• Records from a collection
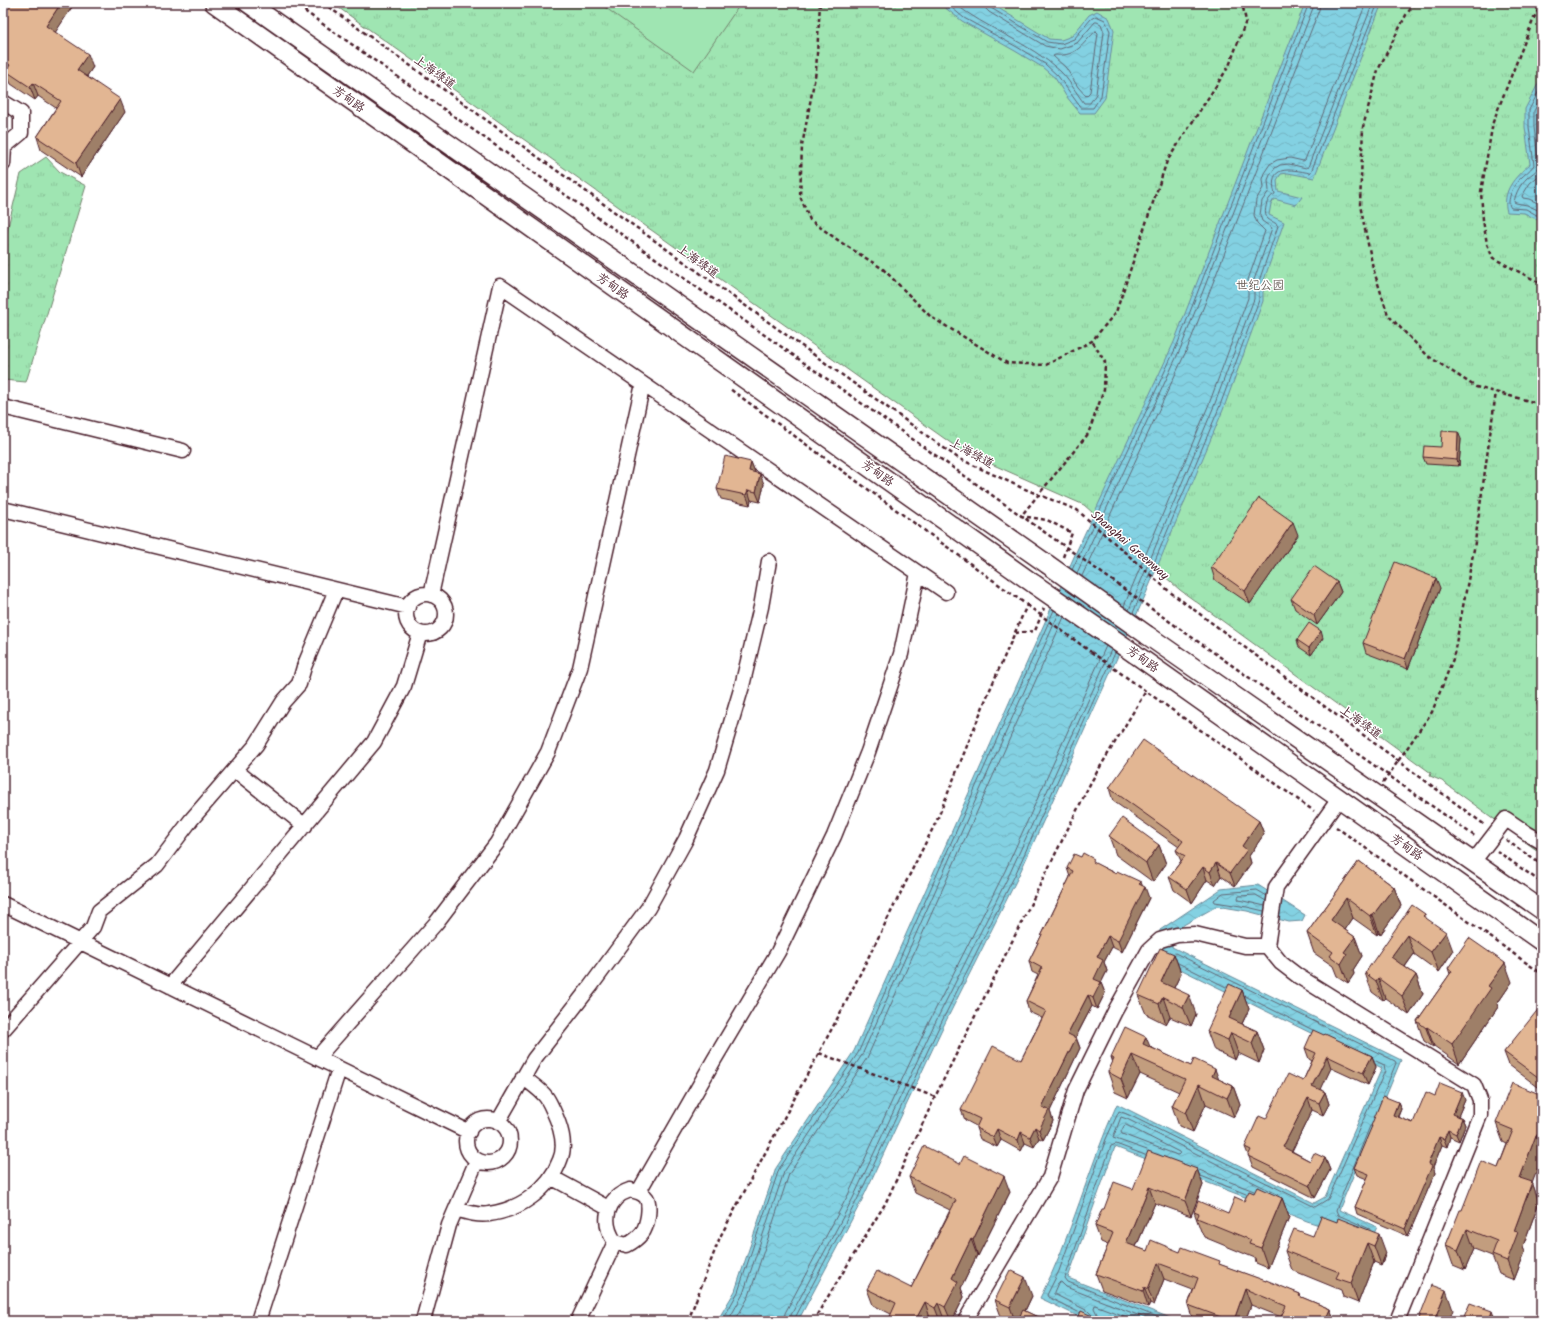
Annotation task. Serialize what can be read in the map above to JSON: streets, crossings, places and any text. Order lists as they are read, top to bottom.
{
  "streets": {
    "main road": ["芳甸路"],
    "path": ["上海绿道", "Shanghai Greenway"]
  },
  "crossings": [
    ["上海绿道", "Shanghai Greenway"]
  ],
  "parks": ["世纪公园"]
}
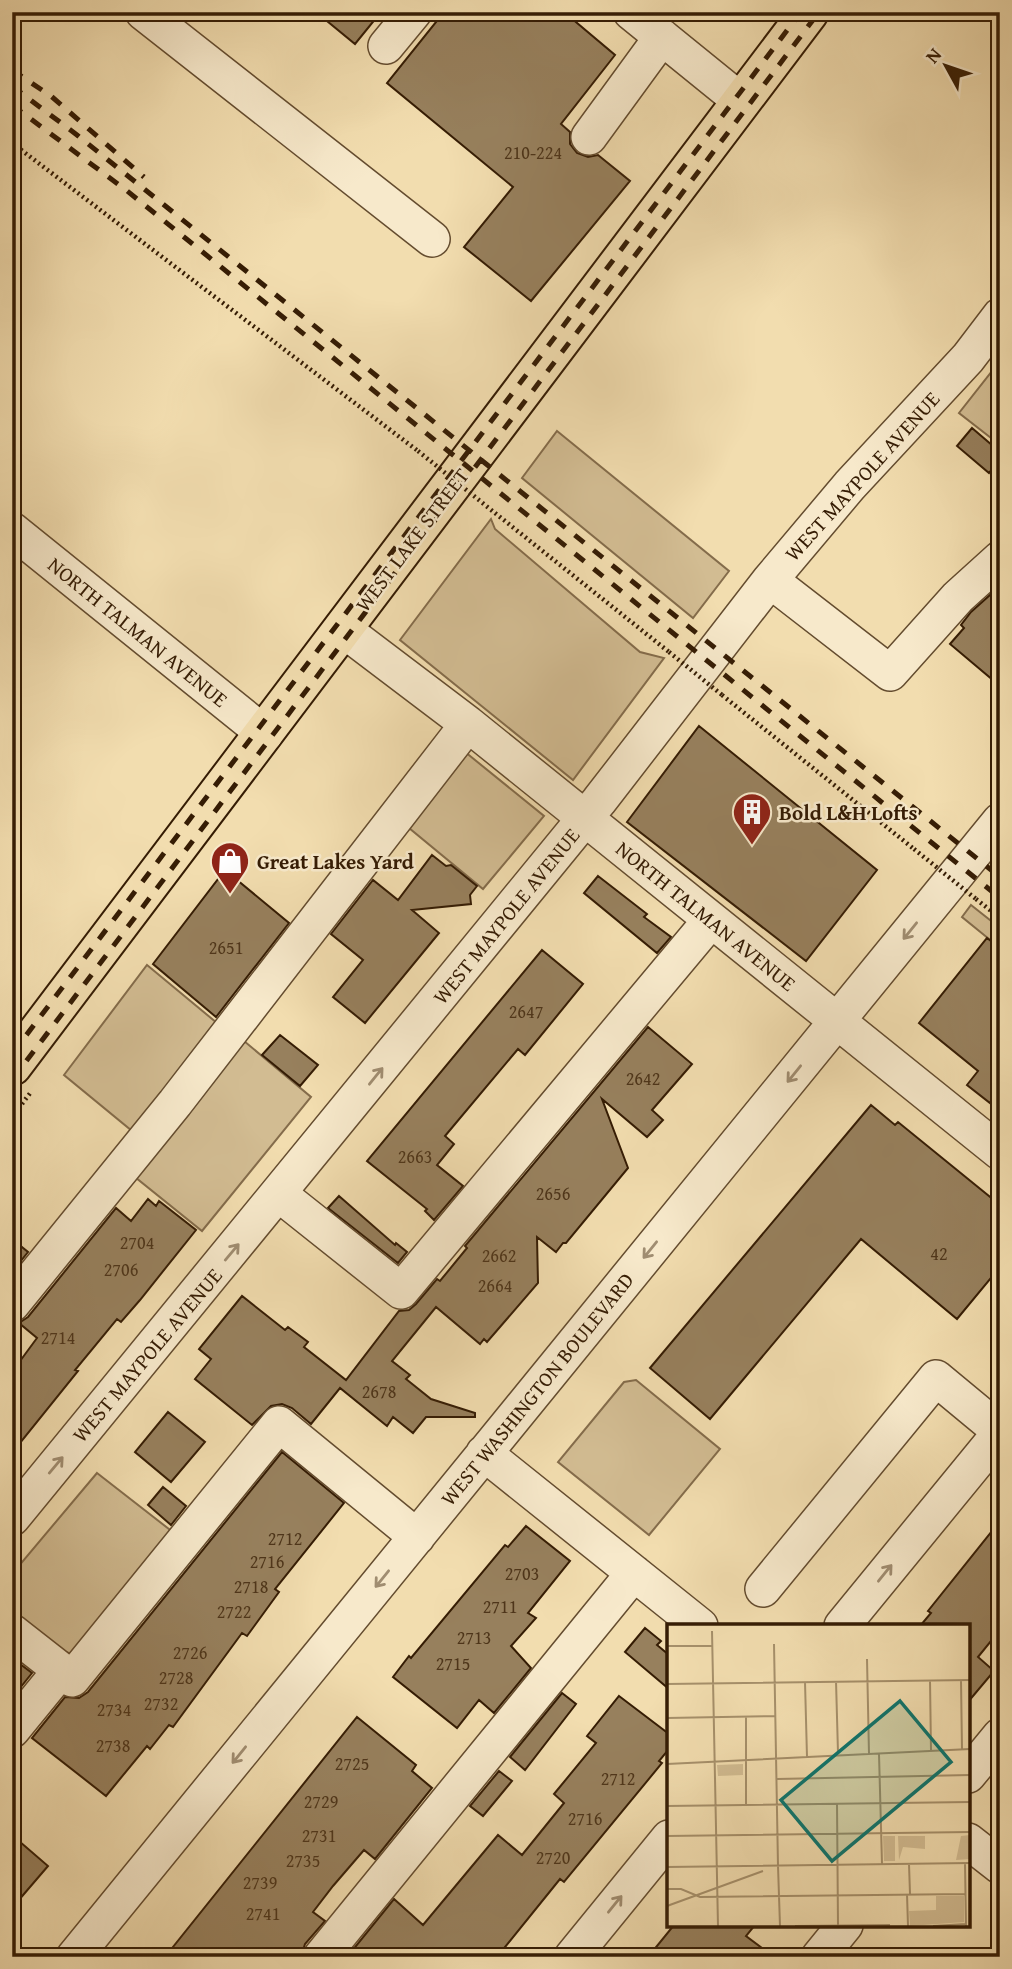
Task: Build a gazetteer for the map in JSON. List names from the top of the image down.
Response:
{
  "streets": {
    "main road": ["WEST LAKE STREET"],
    "street": ["WEST MAYPOLE AVENUE", "NORTH TALMAN AVENUE", "WEST WASHINGTON BOULEVARD"]
  },
  "crossings": [
    ["WEST MAYPOLE AVENUE", "NORTH TALMAN AVENUE"],
    ["WEST LAKE STREET", "NORTH TALMAN AVENUE"],
    ["NORTH TALMAN AVENUE", "WEST WASHINGTON BOULEVARD"]
  ],
  "places": {
    "building": ["Bold L&H Lofts"],
    "shop": ["Great Lakes Yard"]
  },
  "house_numbers": [
    "210-224",
    "2651",
    "2647",
    "2642",
    "2663",
    "2656",
    "2704",
    "42",
    "2662",
    "2706",
    "2664",
    "2714",
    "2678",
    "2712",
    "2716",
    "2703",
    "2718",
    "2711",
    "2722",
    "2713",
    "2726",
    "2715",
    "2728",
    "2732",
    "2734",
    "2738",
    "2725",
    "2712",
    "2729",
    "2716",
    "2731",
    "2720",
    "2735",
    "2739",
    "2741"
  ],
  "north": "top left"
}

• Exercise brief
Please transcribe every entry exactly as written, leaving the pictures out.

• Solution
Annotation task. Serialize what can be read in the map above to JSON: streets, crossings, places and any text. Order lists as they are read, top to bottom.
{
  "streets": {
    "main road": ["芳甸路"],
    "path": ["上海绿道", "Shanghai Greenway"]
  },
  "crossings": [
    ["上海绿道", "Shanghai Greenway"]
  ],
  "parks": ["世纪公园"]
}
Task: Build a gazetteer for the map in JSON. List names from the top of the image down.
Response:
{
  "streets": {
    "main road": ["WEST LAKE STREET"],
    "street": ["WEST MAYPOLE AVENUE", "NORTH TALMAN AVENUE", "WEST WASHINGTON BOULEVARD"]
  },
  "crossings": [
    ["WEST MAYPOLE AVENUE", "NORTH TALMAN AVENUE"],
    ["WEST LAKE STREET", "NORTH TALMAN AVENUE"],
    ["NORTH TALMAN AVENUE", "WEST WASHINGTON BOULEVARD"]
  ],
  "places": {
    "building": ["Bold L&H Lofts"],
    "shop": ["Great Lakes Yard"]
  },
  "house_numbers": [
    "210-224",
    "2651",
    "2647",
    "2642",
    "2663",
    "2656",
    "2704",
    "42",
    "2662",
    "2706",
    "2664",
    "2714",
    "2678",
    "2712",
    "2716",
    "2703",
    "2718",
    "2711",
    "2722",
    "2713",
    "2726",
    "2715",
    "2728",
    "2732",
    "2734",
    "2738",
    "2725",
    "2712",
    "2729",
    "2716",
    "2731",
    "2720",
    "2735",
    "2739",
    "2741"
  ],
  "north": "top left"
}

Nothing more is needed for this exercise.